Poco frequente il ricorso al credito per l’innovazione
Soltanto il 16,5% delle imprese ha ottenuto crediti per le attività di innovazione svolte nel triennio 2016-2018. Ha avuto un ruolo del tutto marginale anche il finanziamento azionario, appena il 2,0% delle imprese
La differenza tra piccole e grandi imprese risulta poco significativa rispetto a queste due forme di finanziamento: il ricorso al capitale di debito si riduce al crescere della dimensione aziendale, anche se in minima misura (interessa il 16,9% delle piccole contro il 13,5% delle grandi), mentre il ricorso al capitale proprio è poco diffuso in tutte le imprese, indipendentemente dalla dimensione aziendale. Le differenze sono minime anche livello settoriale, nell’industria è leggermente più frequente l’uso di entrambe le fonti (20,1% per il finanziamento con capitale di debito, il 2,6% per quello con capitale proprio).
Le grandi imprese cooperano soprattutto con Università e soggetti stranieri
Il 21,6% delle imprese con attività innovative ha stipulato accordi di cooperazione per l’innovazione nel triennio 2016-2018 contro il 13,6% del periodo precedente. A livello dimensionale, la frequenza delle imprese cooperanti aumenta, indipendentemente dal settore economico di appartenenza, al crescere della dimensione aziendale: la percentuale di imprese che cooperano passa, infatti, dal 18,7% delle piccole imprese (con 10-49 addetti), al 33,6% delle imprese di media dimensione (con 50-249 addetti) e al 46,9% delle grandi (250 addetti e oltre).
Il macro-settore in cui è più diffusa la tendenza a cooperare per l’innovazione è l’industria con il 24,6% contro il 19,2% dei servizi e il 13,2% delle costruzioni. Nell’industria, si raggiungono punte massime nel settore farmaceutico (73,6%), nell’elettronica (38,1%) e nella chimica (34,1%). Nei servizi, si conferma il primato della ricerca e sviluppo (69,7%), delle assicurazioni (50,0%), dell’informatica (43,8%) e delle attività finanziarie (40,9%).

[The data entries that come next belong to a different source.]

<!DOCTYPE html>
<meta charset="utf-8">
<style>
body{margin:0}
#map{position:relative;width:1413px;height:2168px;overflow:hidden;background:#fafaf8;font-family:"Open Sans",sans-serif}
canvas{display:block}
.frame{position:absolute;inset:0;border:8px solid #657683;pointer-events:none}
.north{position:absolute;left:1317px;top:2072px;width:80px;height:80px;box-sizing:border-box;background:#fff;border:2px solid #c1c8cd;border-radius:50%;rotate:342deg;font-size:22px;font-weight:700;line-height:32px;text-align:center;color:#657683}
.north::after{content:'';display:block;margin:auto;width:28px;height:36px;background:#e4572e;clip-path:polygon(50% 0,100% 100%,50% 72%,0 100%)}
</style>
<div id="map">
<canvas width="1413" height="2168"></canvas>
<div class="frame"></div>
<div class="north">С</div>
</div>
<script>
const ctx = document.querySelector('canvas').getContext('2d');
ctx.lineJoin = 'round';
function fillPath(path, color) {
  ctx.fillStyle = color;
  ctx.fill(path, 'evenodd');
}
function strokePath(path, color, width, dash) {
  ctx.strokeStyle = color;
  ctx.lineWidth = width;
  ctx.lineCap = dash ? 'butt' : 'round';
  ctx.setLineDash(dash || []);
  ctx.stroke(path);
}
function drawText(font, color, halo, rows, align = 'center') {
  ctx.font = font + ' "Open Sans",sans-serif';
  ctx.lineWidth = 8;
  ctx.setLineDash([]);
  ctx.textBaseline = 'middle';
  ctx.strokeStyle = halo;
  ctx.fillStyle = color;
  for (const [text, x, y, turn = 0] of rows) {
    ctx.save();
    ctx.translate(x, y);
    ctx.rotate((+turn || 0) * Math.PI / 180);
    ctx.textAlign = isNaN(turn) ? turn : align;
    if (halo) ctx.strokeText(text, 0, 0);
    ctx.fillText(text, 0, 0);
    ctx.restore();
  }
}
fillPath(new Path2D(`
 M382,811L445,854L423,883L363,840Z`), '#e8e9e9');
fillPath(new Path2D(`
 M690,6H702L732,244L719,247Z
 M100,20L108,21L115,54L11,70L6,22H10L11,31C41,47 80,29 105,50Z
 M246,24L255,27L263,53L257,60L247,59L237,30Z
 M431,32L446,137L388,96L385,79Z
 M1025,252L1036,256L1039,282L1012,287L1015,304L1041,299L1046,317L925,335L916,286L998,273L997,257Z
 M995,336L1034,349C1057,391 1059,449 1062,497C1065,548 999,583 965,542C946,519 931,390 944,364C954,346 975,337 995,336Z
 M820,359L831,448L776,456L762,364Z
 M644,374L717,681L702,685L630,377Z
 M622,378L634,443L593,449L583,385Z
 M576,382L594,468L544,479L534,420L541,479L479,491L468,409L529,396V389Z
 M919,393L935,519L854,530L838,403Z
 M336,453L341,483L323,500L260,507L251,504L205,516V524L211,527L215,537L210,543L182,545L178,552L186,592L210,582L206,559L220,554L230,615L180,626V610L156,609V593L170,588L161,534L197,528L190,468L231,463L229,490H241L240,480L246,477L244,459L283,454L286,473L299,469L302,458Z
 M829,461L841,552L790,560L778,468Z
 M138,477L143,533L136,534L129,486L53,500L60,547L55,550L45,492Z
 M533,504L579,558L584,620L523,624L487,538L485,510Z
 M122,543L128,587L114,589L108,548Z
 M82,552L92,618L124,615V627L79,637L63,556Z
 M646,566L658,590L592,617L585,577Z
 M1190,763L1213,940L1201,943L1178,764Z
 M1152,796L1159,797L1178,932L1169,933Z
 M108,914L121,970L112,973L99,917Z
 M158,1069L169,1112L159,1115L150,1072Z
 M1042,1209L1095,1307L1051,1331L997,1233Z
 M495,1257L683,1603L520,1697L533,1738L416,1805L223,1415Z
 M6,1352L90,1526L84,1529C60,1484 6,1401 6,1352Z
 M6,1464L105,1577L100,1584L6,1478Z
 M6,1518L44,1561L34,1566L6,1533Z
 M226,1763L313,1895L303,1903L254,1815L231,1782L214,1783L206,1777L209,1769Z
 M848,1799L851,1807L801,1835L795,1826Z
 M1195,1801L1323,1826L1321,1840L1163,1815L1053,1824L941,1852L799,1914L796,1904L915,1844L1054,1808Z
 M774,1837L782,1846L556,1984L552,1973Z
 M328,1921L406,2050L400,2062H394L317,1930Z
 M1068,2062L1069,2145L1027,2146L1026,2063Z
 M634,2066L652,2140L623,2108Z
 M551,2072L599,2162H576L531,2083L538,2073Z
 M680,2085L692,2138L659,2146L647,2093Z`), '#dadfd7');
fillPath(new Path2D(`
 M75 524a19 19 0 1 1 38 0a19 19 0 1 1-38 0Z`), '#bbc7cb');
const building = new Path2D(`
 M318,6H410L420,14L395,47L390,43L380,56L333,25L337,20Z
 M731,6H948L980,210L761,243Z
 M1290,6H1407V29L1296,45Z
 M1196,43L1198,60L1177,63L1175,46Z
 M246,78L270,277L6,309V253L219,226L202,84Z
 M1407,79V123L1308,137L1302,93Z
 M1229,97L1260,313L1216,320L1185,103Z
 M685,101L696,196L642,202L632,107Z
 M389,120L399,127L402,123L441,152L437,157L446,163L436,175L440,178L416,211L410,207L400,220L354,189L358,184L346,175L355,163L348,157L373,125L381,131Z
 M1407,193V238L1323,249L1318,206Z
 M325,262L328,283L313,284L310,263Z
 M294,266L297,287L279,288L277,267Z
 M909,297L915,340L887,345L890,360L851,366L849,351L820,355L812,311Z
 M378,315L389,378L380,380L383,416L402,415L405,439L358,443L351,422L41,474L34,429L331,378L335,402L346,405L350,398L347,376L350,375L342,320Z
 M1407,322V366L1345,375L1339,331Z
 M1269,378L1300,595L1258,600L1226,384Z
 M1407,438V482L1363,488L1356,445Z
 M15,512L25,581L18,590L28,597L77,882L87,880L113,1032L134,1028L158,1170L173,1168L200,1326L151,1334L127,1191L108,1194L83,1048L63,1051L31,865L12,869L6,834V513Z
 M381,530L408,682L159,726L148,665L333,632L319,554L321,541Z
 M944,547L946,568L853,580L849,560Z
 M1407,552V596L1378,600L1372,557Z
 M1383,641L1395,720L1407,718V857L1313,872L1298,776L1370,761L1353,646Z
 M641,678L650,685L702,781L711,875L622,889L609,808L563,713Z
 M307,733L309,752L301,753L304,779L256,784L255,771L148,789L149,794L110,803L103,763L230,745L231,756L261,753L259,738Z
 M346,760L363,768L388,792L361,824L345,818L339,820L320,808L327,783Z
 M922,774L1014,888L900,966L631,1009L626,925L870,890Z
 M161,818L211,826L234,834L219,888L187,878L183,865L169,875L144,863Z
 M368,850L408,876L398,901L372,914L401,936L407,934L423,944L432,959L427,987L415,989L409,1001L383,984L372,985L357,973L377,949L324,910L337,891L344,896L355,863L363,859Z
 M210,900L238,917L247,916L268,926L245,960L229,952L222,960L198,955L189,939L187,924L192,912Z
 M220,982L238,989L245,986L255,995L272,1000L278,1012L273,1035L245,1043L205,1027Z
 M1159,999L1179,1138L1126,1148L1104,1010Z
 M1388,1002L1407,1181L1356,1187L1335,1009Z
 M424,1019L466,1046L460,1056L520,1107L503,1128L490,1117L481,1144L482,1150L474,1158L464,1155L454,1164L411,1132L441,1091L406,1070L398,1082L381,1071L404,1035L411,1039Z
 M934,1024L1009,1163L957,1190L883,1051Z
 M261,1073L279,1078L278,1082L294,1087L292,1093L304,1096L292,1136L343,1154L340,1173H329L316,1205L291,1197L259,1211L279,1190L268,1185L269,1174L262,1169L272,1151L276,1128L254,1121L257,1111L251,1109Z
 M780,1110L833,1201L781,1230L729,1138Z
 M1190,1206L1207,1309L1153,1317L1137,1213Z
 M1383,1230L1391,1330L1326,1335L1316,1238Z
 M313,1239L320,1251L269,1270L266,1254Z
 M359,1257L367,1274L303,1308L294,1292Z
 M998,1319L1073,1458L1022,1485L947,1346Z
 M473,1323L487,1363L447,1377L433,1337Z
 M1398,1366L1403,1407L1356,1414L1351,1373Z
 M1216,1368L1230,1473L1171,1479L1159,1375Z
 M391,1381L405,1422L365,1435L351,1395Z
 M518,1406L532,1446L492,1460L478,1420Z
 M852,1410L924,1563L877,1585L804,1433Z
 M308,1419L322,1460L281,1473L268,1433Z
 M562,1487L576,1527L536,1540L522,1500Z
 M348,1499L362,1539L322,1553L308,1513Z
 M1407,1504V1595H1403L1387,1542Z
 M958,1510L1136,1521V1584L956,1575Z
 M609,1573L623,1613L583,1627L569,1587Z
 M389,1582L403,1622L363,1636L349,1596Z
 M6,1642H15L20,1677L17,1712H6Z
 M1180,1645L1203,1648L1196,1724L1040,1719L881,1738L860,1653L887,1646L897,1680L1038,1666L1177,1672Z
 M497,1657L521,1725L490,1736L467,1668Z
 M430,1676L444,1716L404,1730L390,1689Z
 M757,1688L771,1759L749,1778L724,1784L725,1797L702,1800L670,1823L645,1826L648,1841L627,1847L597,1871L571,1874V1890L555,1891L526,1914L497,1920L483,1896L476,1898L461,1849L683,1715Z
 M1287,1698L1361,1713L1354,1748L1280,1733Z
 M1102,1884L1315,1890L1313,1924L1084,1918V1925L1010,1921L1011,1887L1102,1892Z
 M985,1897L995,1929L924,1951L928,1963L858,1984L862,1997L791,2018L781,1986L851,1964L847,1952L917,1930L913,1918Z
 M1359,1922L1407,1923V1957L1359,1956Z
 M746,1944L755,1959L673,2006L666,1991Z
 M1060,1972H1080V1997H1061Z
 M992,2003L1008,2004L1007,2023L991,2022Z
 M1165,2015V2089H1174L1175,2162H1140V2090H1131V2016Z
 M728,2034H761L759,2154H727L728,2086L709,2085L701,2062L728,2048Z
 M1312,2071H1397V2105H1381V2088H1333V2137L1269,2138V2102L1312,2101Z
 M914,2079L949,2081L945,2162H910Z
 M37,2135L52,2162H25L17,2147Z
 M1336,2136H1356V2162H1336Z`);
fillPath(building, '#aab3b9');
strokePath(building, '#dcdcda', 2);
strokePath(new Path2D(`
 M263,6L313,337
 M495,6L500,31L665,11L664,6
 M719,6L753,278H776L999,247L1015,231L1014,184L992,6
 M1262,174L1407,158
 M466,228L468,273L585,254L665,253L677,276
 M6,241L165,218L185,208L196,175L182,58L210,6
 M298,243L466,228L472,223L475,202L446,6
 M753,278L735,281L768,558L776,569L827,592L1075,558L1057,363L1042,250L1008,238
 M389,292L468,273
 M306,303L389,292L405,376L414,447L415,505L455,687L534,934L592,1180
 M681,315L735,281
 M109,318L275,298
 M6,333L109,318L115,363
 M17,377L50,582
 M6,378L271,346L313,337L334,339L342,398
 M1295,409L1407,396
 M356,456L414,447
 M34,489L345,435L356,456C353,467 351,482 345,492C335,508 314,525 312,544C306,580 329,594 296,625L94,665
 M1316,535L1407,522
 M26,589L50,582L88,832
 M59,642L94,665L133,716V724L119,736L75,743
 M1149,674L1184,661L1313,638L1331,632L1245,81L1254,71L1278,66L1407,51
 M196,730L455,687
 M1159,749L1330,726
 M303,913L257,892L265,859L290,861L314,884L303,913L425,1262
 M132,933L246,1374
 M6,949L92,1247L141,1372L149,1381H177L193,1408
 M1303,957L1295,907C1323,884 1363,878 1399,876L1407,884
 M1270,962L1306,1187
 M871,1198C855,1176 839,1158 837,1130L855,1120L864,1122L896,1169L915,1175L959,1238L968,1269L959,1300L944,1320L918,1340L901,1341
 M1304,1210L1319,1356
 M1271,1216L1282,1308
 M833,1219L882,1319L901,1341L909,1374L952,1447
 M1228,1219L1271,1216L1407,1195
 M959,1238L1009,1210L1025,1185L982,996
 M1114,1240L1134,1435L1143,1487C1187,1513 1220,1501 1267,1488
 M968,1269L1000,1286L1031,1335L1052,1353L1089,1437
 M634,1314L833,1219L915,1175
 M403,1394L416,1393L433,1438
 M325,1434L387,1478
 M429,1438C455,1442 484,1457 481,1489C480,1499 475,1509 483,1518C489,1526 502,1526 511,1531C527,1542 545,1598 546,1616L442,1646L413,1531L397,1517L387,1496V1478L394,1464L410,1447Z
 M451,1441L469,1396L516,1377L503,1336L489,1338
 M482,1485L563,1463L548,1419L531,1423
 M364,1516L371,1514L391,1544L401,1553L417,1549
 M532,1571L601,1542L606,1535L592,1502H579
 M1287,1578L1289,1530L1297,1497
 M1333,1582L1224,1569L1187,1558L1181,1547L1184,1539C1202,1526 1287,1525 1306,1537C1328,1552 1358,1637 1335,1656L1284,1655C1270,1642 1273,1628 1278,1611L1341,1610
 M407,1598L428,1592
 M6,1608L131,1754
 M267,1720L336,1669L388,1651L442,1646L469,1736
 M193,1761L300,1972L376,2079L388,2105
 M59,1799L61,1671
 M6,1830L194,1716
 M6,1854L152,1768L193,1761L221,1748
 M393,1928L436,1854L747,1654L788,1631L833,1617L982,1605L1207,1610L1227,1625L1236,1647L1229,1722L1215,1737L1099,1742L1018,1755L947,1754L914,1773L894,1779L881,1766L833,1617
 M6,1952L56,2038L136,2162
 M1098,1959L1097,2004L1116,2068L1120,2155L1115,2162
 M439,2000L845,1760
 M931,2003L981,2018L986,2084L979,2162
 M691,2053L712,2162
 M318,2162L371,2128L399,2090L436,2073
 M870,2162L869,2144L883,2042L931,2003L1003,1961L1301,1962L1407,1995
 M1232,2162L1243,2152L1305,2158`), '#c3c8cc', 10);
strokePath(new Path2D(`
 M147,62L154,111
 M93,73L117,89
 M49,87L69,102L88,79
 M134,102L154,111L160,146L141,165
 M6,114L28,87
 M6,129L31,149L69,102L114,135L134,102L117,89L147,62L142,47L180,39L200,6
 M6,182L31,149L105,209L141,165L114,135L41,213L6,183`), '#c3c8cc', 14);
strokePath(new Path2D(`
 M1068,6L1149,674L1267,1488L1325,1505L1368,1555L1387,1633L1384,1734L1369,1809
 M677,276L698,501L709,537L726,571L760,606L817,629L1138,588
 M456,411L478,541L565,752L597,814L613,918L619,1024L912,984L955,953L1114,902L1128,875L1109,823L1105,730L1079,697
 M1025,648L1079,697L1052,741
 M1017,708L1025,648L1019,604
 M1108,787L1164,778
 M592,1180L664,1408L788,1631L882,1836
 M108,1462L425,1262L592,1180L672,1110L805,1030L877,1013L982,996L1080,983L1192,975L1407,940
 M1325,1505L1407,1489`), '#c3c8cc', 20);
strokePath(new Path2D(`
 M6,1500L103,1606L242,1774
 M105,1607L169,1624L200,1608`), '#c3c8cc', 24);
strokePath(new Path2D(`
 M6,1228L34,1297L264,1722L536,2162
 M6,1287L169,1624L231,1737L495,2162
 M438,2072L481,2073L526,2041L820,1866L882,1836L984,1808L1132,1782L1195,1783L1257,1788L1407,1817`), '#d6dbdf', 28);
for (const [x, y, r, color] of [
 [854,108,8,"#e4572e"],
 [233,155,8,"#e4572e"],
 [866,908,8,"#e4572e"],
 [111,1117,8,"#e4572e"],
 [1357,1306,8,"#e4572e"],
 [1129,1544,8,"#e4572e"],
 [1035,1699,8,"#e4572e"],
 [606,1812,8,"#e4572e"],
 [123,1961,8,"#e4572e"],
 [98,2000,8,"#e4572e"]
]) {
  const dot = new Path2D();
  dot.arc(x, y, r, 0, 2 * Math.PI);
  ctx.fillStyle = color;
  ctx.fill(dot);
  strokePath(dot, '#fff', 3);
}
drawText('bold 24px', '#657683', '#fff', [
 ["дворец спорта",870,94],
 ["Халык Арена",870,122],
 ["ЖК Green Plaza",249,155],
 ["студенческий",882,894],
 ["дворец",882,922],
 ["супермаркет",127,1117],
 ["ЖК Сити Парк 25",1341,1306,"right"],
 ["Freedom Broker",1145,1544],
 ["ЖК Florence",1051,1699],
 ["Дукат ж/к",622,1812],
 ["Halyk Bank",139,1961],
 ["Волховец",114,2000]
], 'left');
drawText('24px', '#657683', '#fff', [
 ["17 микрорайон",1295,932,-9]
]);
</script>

I partner sono prevalentemente italiani: il 21,3% delle imprese con attività innovative si allea con soggetti residenti sul territorio nazionale contro il 5,3% delle imprese che sceglie partner stranieri. La cooperazione con questi ultimi sale però sensibilmente nelle grandi imprese (26,5% contro il 3,6% delle piccole imprese).
L’apertura verso forme di cooperazione con partner stranieri è leggermente più frequente nell’industria (6,6% contro il 4,3% dei servizi e il 2,0% delle costruzioni). In particolare, i settori con la maggiore propensione alla cooperazione con partner stranieri sono l’industria farmaceutica (38,4%) e l’elettronica (23,4%) nell’industria, e la ricerca e sviluppo (46,2%) e le assicurazioni (20,9%) nei servizi.
I partner principali sono soggetti privati: laboratori o istituti di ricerca privati (15,6%), fornitori (13,9%), altre imprese (8,6%), imprese clienti (8,3%). Una percentuale non trascurabile è rappresentata anche dalle imprese che cooperano con le Università (7,2%). Gli accordi con le Università interessano prevalentemente le grandi imprese (28,3%) le quali spesso cooperano anche con altre imprese del gruppo (28,6%) e oltre un terzo delle imprese coopera con consulenti o istituti di ricerca privati e con i propri fornitori.
Gli accordi di cooperazione con le Università sono una modalità di innovazione relativamente più diffusa nei settori più innovativi, quali la farmaceutica (52,8%) e l’elettronica (20,4%) nell’industria, il settore della ricerca (54,7%) e le assicurazioni (26,4%) nei servizi. Questi settori, insieme all’industria chimica e alle attività finanziarie, sono gli stessi che hanno fatto ricorso con maggiore frequenza anche ai laboratori e istituti di ricerca privati.